# What to do
Below are some records; copy each line in them that contains "speed".

*** Supplied records ***

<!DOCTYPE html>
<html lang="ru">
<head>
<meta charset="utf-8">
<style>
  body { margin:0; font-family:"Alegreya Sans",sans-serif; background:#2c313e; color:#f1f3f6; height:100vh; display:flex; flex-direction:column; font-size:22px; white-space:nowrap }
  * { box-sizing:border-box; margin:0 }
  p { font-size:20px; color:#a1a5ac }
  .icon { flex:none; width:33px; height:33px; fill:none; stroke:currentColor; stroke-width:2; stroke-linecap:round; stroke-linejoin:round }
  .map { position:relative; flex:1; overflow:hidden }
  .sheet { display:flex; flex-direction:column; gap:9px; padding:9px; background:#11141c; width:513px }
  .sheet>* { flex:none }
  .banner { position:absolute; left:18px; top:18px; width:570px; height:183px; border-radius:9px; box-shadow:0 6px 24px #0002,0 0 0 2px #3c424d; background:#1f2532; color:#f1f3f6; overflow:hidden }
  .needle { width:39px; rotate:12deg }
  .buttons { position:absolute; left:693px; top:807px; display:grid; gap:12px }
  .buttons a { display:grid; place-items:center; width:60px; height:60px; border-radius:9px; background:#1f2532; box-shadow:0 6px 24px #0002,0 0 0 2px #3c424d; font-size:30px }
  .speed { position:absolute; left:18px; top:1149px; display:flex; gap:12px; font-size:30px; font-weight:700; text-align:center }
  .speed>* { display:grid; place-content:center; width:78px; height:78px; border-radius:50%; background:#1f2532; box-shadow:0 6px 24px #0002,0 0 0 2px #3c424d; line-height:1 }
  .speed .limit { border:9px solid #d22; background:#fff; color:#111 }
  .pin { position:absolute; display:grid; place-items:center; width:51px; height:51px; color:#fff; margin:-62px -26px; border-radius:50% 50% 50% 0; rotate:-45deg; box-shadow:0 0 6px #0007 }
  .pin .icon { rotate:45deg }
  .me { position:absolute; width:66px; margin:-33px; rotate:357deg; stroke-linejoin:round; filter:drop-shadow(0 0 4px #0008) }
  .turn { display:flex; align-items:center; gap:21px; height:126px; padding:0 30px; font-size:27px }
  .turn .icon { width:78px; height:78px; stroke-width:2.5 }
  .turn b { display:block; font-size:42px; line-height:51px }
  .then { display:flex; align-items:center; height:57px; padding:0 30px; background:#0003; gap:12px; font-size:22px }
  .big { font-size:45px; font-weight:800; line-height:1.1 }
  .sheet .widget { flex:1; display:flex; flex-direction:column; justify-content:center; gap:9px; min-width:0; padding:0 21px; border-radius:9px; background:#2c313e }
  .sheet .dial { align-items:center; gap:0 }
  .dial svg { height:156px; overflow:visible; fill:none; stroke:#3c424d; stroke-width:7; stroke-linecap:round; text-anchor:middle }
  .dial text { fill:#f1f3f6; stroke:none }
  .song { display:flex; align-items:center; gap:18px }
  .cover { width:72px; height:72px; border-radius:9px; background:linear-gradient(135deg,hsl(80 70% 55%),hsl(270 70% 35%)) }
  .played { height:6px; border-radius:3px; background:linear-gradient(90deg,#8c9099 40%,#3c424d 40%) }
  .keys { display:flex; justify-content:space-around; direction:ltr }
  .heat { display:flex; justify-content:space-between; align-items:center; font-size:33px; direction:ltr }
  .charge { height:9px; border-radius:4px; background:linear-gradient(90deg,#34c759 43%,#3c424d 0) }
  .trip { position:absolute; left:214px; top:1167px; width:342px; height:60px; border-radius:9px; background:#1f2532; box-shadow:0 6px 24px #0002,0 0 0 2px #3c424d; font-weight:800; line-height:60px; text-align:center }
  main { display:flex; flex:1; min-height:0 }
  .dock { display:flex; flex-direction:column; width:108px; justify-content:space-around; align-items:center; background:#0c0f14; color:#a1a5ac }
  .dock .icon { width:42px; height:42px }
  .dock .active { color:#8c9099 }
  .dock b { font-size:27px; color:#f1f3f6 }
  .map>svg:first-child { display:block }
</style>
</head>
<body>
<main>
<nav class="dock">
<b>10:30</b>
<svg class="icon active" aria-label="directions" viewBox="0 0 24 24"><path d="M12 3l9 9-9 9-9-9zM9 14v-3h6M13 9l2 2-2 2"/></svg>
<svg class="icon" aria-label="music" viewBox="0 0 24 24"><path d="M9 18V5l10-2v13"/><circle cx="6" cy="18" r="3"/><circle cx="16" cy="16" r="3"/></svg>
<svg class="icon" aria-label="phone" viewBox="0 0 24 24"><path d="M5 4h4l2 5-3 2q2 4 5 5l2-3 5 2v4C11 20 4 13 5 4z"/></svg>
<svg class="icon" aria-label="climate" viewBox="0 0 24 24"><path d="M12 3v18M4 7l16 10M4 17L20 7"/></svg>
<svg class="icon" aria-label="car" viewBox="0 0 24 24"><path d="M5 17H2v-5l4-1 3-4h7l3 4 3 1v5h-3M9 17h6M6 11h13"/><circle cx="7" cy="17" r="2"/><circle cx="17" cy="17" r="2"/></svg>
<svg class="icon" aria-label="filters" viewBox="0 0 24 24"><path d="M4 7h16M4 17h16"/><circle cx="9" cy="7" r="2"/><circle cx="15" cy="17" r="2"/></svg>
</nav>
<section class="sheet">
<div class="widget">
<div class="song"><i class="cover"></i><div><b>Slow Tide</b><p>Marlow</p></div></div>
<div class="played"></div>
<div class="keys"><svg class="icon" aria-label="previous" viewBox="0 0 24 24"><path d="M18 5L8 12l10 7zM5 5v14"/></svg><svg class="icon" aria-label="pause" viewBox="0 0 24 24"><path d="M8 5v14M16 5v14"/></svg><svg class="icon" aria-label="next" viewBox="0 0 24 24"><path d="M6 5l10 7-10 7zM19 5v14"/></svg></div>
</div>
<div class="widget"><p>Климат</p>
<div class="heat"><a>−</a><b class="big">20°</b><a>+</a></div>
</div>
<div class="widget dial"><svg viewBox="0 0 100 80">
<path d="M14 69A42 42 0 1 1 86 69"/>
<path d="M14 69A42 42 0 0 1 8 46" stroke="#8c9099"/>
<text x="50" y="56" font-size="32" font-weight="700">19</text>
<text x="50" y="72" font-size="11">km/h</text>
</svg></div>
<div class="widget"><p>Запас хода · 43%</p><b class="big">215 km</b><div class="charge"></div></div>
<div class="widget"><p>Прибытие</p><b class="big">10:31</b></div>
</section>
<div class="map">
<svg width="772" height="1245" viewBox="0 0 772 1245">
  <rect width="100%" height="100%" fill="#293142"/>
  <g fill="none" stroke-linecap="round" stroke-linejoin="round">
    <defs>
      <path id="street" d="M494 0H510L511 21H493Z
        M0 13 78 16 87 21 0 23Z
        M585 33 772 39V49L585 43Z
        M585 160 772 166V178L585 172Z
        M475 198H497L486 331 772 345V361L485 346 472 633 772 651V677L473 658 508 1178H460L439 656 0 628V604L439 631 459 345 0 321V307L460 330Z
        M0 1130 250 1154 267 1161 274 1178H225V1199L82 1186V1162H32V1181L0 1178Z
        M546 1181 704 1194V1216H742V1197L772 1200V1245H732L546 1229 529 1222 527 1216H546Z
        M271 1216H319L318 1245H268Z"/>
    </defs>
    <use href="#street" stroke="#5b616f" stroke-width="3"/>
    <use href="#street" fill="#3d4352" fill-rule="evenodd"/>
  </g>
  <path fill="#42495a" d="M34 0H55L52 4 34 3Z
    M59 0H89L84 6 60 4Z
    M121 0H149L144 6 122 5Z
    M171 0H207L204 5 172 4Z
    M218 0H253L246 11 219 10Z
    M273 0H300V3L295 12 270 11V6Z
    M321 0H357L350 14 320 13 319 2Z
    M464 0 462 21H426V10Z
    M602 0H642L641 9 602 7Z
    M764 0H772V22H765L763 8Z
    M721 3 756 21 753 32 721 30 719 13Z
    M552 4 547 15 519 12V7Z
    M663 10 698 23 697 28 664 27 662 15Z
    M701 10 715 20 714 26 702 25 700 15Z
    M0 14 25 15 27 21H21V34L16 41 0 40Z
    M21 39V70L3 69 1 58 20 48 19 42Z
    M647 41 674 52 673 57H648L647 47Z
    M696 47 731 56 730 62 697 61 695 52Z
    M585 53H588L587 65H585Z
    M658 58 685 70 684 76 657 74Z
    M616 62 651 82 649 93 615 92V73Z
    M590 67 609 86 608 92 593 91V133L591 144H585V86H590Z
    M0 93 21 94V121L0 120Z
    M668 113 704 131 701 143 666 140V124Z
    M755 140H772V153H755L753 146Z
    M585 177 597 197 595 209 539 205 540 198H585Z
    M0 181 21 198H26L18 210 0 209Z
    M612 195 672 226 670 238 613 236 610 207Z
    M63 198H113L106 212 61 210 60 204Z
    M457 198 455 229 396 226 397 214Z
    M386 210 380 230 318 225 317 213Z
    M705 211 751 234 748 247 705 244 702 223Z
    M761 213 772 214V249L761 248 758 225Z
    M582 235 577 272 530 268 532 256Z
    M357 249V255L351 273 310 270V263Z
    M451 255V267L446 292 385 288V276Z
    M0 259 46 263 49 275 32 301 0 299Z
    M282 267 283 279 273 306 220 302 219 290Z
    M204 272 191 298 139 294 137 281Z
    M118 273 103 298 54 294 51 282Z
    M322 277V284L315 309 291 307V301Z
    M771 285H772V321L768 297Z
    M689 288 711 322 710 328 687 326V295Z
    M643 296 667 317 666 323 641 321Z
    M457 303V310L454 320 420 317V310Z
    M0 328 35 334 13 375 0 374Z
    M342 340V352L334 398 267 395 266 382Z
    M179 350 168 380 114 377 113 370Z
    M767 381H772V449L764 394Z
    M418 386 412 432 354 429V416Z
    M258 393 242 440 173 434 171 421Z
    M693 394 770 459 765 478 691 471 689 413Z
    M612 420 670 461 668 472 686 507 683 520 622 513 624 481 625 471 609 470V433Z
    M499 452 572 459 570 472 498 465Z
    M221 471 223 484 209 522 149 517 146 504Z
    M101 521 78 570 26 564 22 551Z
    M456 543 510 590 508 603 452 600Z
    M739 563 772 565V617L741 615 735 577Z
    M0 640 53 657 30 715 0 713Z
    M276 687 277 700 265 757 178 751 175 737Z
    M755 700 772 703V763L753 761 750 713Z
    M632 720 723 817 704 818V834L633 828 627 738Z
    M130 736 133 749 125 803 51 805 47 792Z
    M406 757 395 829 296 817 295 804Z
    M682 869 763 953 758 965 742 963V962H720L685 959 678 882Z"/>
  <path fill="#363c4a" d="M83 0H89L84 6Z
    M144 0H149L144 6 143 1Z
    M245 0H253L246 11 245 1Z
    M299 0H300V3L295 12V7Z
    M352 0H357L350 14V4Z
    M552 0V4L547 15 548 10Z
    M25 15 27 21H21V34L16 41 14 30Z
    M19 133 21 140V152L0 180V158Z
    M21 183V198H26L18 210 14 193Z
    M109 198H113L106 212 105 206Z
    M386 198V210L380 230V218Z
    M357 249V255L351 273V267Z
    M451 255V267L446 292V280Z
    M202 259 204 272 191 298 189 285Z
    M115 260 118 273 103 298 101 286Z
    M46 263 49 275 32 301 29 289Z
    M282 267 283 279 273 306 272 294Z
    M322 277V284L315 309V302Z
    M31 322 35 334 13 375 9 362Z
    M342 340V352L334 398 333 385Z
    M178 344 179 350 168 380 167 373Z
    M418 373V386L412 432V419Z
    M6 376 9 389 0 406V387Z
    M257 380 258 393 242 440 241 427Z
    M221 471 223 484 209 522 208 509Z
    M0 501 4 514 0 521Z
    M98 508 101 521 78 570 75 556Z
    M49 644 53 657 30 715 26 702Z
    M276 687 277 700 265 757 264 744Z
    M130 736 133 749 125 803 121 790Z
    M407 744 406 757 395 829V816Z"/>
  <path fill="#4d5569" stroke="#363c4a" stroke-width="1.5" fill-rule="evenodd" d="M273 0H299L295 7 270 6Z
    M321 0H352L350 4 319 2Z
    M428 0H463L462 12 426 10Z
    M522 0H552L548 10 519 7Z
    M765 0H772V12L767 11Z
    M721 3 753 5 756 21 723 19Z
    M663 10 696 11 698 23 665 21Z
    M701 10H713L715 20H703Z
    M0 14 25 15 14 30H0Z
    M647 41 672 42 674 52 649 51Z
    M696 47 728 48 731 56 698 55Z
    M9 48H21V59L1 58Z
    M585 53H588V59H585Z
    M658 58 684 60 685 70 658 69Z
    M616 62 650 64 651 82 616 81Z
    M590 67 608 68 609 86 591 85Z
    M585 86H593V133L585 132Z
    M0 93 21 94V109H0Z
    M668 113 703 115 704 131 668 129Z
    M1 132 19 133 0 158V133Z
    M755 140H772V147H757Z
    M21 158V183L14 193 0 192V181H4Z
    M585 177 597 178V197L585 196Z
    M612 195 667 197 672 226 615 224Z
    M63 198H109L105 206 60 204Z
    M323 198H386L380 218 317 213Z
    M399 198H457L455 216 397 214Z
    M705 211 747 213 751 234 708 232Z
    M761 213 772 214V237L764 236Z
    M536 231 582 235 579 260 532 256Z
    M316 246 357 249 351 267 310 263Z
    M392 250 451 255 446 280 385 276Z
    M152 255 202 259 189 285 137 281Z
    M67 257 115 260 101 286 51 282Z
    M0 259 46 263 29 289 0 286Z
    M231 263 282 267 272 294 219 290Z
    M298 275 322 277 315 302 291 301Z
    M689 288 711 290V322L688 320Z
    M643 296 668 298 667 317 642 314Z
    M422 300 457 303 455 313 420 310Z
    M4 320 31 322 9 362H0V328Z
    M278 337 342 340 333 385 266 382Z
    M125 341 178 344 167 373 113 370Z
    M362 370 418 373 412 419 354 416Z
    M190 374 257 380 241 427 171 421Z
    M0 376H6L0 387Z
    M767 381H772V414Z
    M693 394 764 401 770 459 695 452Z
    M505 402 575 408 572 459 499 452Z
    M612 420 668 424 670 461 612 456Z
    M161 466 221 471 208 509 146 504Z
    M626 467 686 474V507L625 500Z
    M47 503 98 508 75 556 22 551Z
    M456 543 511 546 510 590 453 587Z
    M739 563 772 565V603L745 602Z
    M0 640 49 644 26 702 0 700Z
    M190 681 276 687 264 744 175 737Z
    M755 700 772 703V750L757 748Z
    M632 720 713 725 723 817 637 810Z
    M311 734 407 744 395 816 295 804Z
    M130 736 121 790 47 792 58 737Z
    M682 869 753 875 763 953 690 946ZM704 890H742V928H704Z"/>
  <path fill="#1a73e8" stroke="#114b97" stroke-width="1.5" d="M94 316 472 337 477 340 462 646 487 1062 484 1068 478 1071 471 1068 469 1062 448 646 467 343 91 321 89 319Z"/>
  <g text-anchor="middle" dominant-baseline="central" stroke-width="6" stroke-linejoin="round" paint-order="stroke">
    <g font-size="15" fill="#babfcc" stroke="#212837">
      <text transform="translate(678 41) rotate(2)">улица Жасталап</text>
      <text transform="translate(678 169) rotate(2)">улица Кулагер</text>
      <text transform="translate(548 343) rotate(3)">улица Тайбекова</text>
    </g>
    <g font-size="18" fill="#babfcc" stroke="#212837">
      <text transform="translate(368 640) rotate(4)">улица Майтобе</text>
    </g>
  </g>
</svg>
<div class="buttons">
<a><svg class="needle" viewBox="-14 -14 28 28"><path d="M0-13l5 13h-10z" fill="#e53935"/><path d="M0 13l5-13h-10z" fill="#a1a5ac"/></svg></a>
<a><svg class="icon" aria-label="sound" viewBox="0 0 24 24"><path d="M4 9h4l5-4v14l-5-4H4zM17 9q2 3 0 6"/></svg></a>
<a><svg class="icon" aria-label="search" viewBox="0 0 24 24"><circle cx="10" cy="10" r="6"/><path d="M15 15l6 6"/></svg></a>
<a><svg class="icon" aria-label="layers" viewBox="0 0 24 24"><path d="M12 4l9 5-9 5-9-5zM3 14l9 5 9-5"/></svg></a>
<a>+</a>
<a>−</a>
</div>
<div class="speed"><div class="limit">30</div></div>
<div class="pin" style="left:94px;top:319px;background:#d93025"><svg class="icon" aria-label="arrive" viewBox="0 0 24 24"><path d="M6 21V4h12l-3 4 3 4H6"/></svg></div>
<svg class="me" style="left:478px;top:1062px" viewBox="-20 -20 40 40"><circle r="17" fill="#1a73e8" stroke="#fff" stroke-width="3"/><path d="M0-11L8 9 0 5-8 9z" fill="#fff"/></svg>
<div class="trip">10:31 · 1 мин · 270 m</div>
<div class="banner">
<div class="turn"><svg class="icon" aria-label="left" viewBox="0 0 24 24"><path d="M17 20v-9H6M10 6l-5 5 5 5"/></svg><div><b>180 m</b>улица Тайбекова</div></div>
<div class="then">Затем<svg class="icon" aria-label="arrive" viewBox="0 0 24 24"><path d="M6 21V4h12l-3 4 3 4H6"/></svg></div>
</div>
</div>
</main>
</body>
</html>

*** End of Supplied records ***

# Response box
  .speed { position:absolute; left:18px; top:1149px; display:flex; gap:12px; font-size:30px; font-weight:700; text-align:center }
  .speed>* { display:grid; place-content:center; width:78px; height:78px; border-radius:50%; background:#1f2532; box-shadow:0 6px 24px #0002,0 0 0 2px #3c424d; line-height:1 }
  .speed .limit { border:9px solid #d22; background:#fff; color:#111 }
<div class="speed"><div class="limit">30</div></div>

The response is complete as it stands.